◆ **Data provided**:
# # # #
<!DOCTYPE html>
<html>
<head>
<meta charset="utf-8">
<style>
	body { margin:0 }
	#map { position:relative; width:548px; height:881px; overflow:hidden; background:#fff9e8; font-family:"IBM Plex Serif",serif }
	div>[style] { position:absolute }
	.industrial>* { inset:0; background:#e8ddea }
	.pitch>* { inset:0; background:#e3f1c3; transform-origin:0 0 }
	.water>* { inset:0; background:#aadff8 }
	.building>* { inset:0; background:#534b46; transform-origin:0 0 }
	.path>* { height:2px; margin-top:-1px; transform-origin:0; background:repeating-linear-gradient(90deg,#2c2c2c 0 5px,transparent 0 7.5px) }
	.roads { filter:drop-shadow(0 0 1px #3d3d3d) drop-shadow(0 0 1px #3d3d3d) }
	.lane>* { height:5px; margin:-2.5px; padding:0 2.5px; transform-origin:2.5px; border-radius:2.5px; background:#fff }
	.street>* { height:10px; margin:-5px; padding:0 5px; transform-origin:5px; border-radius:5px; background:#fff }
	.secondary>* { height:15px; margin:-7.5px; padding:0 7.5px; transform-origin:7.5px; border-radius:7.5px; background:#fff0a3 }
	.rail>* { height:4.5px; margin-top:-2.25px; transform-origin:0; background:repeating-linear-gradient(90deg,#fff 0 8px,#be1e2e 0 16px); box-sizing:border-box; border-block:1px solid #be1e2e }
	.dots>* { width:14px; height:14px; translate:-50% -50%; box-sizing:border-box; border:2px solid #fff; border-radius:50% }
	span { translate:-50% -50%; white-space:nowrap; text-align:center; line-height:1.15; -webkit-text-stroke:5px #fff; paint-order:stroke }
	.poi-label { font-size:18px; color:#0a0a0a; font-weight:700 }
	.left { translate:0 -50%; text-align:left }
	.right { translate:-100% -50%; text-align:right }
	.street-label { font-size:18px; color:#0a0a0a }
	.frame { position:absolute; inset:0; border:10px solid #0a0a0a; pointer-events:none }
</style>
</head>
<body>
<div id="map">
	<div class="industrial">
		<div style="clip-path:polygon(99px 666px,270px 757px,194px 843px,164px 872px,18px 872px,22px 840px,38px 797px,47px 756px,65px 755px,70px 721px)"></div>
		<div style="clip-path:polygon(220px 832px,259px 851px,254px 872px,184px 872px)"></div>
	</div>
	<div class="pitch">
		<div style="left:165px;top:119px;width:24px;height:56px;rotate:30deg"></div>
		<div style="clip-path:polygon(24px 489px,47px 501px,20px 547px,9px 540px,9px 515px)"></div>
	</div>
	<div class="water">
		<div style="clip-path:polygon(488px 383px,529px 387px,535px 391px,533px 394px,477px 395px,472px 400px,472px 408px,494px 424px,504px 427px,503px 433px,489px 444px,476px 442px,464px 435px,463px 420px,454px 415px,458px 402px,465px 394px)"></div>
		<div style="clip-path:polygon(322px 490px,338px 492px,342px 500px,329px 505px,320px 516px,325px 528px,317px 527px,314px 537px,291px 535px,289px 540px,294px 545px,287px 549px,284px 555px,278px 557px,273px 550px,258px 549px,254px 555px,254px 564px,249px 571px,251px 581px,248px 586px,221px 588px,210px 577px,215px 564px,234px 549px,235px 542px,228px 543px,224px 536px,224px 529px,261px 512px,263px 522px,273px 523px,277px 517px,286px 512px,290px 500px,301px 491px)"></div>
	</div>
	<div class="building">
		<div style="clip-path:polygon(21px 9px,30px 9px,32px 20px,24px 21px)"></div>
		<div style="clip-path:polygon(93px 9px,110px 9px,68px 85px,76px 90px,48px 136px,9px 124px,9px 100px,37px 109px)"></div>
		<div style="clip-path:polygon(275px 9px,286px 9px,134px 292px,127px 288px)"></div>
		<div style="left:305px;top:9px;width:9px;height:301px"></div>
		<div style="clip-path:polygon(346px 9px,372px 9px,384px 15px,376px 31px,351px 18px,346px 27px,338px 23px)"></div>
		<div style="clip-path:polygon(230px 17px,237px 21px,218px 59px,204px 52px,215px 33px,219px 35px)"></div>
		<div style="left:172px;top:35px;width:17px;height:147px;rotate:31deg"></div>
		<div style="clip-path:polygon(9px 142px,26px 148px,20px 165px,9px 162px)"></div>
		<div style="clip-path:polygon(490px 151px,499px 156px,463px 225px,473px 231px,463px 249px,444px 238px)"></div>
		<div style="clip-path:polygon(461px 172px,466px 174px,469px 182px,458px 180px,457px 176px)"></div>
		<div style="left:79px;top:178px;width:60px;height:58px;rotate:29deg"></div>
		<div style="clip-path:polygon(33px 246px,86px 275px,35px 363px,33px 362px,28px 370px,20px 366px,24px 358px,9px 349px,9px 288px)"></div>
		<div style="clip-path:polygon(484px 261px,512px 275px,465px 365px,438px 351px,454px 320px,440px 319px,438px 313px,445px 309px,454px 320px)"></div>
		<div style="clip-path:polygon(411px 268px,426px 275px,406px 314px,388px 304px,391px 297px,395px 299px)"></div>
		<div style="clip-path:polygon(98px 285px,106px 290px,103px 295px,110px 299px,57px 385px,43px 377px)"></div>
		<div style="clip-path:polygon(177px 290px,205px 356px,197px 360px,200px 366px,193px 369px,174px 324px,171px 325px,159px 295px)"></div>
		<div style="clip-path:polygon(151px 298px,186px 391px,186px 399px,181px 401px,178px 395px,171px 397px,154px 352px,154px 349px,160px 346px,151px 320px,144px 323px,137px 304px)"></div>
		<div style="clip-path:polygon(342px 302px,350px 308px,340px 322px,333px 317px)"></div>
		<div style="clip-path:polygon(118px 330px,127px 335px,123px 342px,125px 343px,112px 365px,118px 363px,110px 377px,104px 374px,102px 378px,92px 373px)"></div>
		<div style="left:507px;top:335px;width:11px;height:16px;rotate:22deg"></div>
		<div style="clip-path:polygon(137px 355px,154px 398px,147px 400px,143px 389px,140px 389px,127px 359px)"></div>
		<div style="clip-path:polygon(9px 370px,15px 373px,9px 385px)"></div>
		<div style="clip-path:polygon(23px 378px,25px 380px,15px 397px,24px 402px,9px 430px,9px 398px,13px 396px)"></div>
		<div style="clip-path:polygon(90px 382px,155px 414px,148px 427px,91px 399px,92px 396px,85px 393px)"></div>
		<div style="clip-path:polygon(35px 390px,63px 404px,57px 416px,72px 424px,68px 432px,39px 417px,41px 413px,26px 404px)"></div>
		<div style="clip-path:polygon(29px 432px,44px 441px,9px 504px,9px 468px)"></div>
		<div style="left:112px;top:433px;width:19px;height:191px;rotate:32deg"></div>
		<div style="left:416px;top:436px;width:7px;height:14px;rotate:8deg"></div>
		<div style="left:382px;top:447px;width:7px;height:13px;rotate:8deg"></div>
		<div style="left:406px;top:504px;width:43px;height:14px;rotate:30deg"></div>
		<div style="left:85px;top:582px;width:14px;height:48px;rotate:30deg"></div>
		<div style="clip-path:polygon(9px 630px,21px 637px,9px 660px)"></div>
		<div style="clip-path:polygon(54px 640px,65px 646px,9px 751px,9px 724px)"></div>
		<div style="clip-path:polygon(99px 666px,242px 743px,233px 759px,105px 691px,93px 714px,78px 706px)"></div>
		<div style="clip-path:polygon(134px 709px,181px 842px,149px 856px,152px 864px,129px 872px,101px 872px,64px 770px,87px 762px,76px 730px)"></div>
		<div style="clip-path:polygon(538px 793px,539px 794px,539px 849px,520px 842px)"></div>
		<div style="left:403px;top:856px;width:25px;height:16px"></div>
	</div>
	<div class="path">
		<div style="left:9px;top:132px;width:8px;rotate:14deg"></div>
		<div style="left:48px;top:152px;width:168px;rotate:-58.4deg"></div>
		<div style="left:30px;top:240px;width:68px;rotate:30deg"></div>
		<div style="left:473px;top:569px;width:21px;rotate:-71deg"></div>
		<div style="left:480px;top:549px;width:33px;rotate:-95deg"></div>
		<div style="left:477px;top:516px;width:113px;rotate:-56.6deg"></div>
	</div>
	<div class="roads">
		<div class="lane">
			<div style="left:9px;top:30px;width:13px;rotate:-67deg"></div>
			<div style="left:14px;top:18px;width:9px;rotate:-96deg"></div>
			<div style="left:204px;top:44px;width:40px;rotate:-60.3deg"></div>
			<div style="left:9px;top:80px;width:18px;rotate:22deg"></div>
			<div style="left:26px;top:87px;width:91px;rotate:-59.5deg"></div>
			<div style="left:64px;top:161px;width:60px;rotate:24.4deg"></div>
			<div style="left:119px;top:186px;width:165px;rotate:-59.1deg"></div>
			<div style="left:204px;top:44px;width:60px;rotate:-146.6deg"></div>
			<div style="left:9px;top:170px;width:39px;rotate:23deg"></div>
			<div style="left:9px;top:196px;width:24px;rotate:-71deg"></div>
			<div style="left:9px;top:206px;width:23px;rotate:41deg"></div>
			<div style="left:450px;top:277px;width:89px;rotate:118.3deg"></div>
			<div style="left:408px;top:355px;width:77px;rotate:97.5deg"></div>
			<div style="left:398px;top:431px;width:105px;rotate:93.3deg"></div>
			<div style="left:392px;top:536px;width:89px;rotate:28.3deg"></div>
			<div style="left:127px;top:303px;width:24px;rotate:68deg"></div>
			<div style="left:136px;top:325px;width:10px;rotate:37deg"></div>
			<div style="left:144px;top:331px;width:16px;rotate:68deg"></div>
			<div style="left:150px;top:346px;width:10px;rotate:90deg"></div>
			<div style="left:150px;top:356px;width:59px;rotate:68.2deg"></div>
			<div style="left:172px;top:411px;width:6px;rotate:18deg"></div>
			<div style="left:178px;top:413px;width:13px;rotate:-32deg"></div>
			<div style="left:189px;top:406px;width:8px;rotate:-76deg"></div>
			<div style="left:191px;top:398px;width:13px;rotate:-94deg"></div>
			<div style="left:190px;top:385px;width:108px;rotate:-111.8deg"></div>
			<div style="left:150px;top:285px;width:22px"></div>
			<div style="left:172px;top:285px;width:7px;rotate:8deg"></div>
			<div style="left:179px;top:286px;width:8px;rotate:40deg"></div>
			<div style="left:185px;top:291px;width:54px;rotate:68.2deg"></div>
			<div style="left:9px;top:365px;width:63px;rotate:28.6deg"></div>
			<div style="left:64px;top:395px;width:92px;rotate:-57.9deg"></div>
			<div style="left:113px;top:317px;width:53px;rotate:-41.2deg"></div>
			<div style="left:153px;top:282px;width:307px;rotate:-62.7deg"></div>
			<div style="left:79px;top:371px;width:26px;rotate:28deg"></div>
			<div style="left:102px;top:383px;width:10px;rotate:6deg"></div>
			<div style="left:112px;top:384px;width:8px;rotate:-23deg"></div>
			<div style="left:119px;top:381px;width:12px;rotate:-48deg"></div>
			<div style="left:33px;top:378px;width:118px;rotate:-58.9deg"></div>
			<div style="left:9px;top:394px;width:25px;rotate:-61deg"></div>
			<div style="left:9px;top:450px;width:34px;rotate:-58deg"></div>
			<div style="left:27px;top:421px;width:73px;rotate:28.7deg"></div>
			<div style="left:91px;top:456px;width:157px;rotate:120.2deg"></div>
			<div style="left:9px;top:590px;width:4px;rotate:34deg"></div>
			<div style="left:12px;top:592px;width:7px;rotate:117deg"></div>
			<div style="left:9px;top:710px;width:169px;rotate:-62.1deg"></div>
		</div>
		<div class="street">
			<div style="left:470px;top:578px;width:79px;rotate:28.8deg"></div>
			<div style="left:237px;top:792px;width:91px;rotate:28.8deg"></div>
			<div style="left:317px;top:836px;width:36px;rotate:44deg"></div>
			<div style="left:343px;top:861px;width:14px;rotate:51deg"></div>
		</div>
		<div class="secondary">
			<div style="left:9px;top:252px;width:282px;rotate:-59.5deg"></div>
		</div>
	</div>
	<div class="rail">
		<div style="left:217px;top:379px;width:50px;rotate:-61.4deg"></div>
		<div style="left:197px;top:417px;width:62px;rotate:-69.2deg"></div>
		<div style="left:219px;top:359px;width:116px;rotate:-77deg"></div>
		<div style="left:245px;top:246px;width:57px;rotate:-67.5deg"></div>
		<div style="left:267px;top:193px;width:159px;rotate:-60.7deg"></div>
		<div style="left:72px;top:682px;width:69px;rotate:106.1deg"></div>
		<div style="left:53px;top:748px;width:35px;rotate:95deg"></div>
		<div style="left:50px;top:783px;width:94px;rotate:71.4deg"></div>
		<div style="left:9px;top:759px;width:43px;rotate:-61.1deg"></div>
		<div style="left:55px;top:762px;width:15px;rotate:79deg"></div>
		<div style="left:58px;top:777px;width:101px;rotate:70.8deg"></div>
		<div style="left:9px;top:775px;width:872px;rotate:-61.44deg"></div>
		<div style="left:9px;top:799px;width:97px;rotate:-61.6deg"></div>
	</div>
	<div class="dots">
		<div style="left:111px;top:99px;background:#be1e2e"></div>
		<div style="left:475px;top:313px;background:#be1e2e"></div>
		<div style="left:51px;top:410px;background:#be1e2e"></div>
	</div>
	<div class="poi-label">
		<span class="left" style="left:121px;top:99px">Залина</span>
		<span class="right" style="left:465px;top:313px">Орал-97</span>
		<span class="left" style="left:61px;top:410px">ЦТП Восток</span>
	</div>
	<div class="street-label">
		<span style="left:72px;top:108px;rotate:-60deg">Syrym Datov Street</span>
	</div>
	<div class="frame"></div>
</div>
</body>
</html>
# # # #
Copy out the lines above exactly, beginning at the one that contains "position:relative; width:548px; height:881px;" and ending at the one that contains "666px,270px 757px,194px 843px,164px".

	#map { position:relative; width:548px; height:881px; overflow:hidden; background:#fff9e8; font-family:"IBM Plex Serif",serif }
	div>[style] { position:absolute }
	.industrial>* { inset:0; background:#e8ddea }
	.pitch>* { inset:0; background:#e3f1c3; transform-origin:0 0 }
	.water>* { inset:0; background:#aadff8 }
	.building>* { inset:0; background:#534b46; transform-origin:0 0 }
	.path>* { height:2px; margin-top:-1px; transform-origin:0; background:repeating-linear-gradient(90deg,#2c2c2c 0 5px,transparent 0 7.5px) }
	.roads { filter:drop-shadow(0 0 1px #3d3d3d) drop-shadow(0 0 1px #3d3d3d) }
	.lane>* { height:5px; margin:-2.5px; padding:0 2.5px; transform-origin:2.5px; border-radius:2.5px; background:#fff }
	.street>* { height:10px; margin:-5px; padding:0 5px; transform-origin:5px; border-radius:5px; background:#fff }
	.secondary>* { height:15px; margin:-7.5px; padding:0 7.5px; transform-origin:7.5px; border-radius:7.5px; background:#fff0a3 }
	.rail>* { height:4.5px; margin-top:-2.25px; transform-origin:0; background:repeating-linear-gradient(90deg,#fff 0 8px,#be1e2e 0 16px); box-sizing:border-box; border-block:1px solid #be1e2e }
	.dots>* { width:14px; height:14px; translate:-50% -50%; box-sizing:border-box; border:2px solid #fff; border-radius:50% }
	span { translate:-50% -50%; white-space:nowrap; text-align:center; line-height:1.15; -webkit-text-stroke:5px #fff; paint-order:stroke }
	.poi-label { font-size:18px; color:#0a0a0a; font-weight:700 }
	.left { translate:0 -50%; text-align:left }
	.right { translate:-100% -50%; text-align:right }
	.street-label { font-size:18px; color:#0a0a0a }
	.frame { position:absolute; inset:0; border:10px solid #0a0a0a; pointer-events:none }
</style>
</head>
<body>
<div id="map">
	<div class="industrial">
		<div style="clip-path:polygon(99px 666px,270px 757px,194px 843px,164px 872px,18px 872px,22px 840px,38px 797px,47px 756px,65px 755px,70px 721px)"></div>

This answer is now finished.